173, caput, da Constituição Federal, o
Estado deveria intervir diretamente na economia apenas em situações
excepcionais, de relevante interesse a coletividade ou por imperativos de
segurança nacional, definidos em lei.
Essa
intervenção direta é realizada quando o Estado cria as chamadas empresas
estatais, que podem se revestir nas modalidades de empresas públicas ou de
sociedades de economia mista, com o propósito de atuarem no domínio econômico,
como agentes, concorrendo com os particulares ou detendo o monopólio; ou,
ainda, quando o Estado cria as agências reguladoras para regularem e
fiscalizarem serviços e atividades econômicas.
Atualmente, essa intervenção do Estado,
por se tratar de situação tida como não habitual, exige o atendimento de
regras:
a. não
pode haver forma empresarial específica para o Estado, devendo-se observar
aquelas previstas em lei (art. 173, § 1º, CR/88);
b. as
empresas estatais só podem assumir duas formas, a de empresa pública - que pode
adotar qualquer forma societária prevista no Código Civil, exceto a Sociedade
Anônima - ou a de sociedade de economia mista - que somente pode adotar a forma
de Sociedade Anônima - sendo que, em ambos os casos, o Estatuto será criado por
lei;
c. o
Estado, atuando como empresa pública ou sociedade de economia mista, não pode
ter benefícios fiscais que não tenham sido concedidos ao setor privado
concorrente (art. 173, § 2º, CR/88);
d. como
sociedade de economia mista, o Estado deve necessariamente abrir seu capital.
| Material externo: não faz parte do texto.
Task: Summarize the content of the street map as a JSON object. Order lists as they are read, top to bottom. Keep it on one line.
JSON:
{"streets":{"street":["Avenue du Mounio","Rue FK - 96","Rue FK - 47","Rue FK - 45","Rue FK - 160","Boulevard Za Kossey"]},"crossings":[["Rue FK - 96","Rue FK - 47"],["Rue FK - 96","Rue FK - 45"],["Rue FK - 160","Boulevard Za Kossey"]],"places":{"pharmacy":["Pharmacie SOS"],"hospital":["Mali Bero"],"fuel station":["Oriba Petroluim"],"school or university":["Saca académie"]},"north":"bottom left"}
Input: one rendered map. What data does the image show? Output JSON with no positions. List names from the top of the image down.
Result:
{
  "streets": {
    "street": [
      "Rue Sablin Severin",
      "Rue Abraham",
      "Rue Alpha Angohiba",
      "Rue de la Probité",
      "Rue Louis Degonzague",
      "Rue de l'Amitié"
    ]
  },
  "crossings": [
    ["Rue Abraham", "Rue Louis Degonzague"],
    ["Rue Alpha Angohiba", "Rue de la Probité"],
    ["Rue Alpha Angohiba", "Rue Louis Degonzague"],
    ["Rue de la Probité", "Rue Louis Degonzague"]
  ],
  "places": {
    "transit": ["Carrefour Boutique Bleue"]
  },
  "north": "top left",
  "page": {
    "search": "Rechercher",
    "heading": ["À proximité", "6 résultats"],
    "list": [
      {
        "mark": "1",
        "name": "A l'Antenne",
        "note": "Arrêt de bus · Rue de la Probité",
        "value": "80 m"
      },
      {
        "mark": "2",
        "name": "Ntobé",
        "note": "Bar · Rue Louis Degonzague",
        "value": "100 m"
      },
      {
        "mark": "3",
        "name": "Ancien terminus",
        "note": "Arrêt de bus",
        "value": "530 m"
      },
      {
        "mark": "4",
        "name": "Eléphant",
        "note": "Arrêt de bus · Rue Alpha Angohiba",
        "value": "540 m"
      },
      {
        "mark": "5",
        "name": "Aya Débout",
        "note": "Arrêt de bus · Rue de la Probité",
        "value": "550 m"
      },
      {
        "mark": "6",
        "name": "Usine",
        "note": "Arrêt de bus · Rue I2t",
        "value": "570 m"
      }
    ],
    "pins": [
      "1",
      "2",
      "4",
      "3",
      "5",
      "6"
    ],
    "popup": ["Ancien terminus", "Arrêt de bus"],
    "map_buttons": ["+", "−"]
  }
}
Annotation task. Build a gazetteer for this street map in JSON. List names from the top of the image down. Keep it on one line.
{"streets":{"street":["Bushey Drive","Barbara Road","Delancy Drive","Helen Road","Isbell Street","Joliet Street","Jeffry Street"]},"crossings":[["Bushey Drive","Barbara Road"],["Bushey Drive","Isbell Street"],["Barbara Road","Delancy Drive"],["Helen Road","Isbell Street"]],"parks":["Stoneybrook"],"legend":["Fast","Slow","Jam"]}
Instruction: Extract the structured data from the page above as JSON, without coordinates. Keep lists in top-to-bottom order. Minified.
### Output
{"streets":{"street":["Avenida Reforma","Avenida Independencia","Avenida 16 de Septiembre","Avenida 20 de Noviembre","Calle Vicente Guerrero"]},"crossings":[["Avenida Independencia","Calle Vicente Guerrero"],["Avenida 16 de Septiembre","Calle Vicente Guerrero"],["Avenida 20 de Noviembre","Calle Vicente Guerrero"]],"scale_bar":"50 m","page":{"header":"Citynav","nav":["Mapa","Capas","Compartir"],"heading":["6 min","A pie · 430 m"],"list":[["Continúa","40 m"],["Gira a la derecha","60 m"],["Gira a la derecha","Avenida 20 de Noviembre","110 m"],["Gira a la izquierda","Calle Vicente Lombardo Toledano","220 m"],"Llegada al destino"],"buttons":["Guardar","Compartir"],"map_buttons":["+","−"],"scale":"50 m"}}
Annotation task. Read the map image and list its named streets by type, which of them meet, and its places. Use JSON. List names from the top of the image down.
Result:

Ainda segundo a Carta Magna, em seu Art .37,
inciso XIX, somente por lei específica se poderá criar empresa pública,
sociedade de economia mista, subsidiarias ou participações das mesmas em
empresas privadas, sendo as relações organizativas da empresa estatal de
direito administrativo em caráter superior.
A Empresa Pública se trata de pessoa jurídica direito privado, contudo administrada exclusivamente pelo poder público, instituída
por um ente estatal, com a
finalidade prevista em lei e sendo de propriedade única do Estado, que pode ser de
atividade econômica ou de prestação de serviços públicos.
É um instrumento de ação
do estado, sendo integrante da administração indireta e constituída sob qualquer das formas admitidas pelo direito, com capital formado
unicamente por recursos públicos de pessoa de administração direta ou indireta,
podendo ser da esfera federal, municipal ou estadual.
Ela tanto pode ser criada
originariamente pelo Estado como ser objeto de transformação de autarquia ou de empresa privada, dependendo
tanto a sua criação quanto a sua extinção, de prévia autorização legal específica.
Já a sociedade
de economista é Pessoa Jurídica de Direito Privado, constituída em parte por capital público e em parte por
capital privado, por isso ser denominada como mista, sendo criada somente por
Lei autorizadora, no qual permite-se que um ente público possa se associar com
particulares para a instituição da empresa.
Como requisito principal,
a parte do capital público deve ser maior, pois a maioria das ações deve estar
sob o controle do Poder Público, se diferenciando das empresas públicas, tendo em vista que
nestas o capital é 100% estatal, e das sociedades anônimas em que governo tem
posição acionária minoritária, pois nestas o controle da atividade é privado.
Outro requisito
fundamental é que somente poderá ser constituída na forma de S/A, como
estipulado pelo artigo 5º, inciso III, do Decreto Lei 200/67:"...
Sociedade de Economia Mista: a entidade dotada de personalidade jurídica de
direito privado, criada por lei para a exploração de atividade econômica, sob a
forma de sociedade anônima, cujas ações com direito a voto pertencem, em sua
maioria, à União ou a entidade da Administração Indireta.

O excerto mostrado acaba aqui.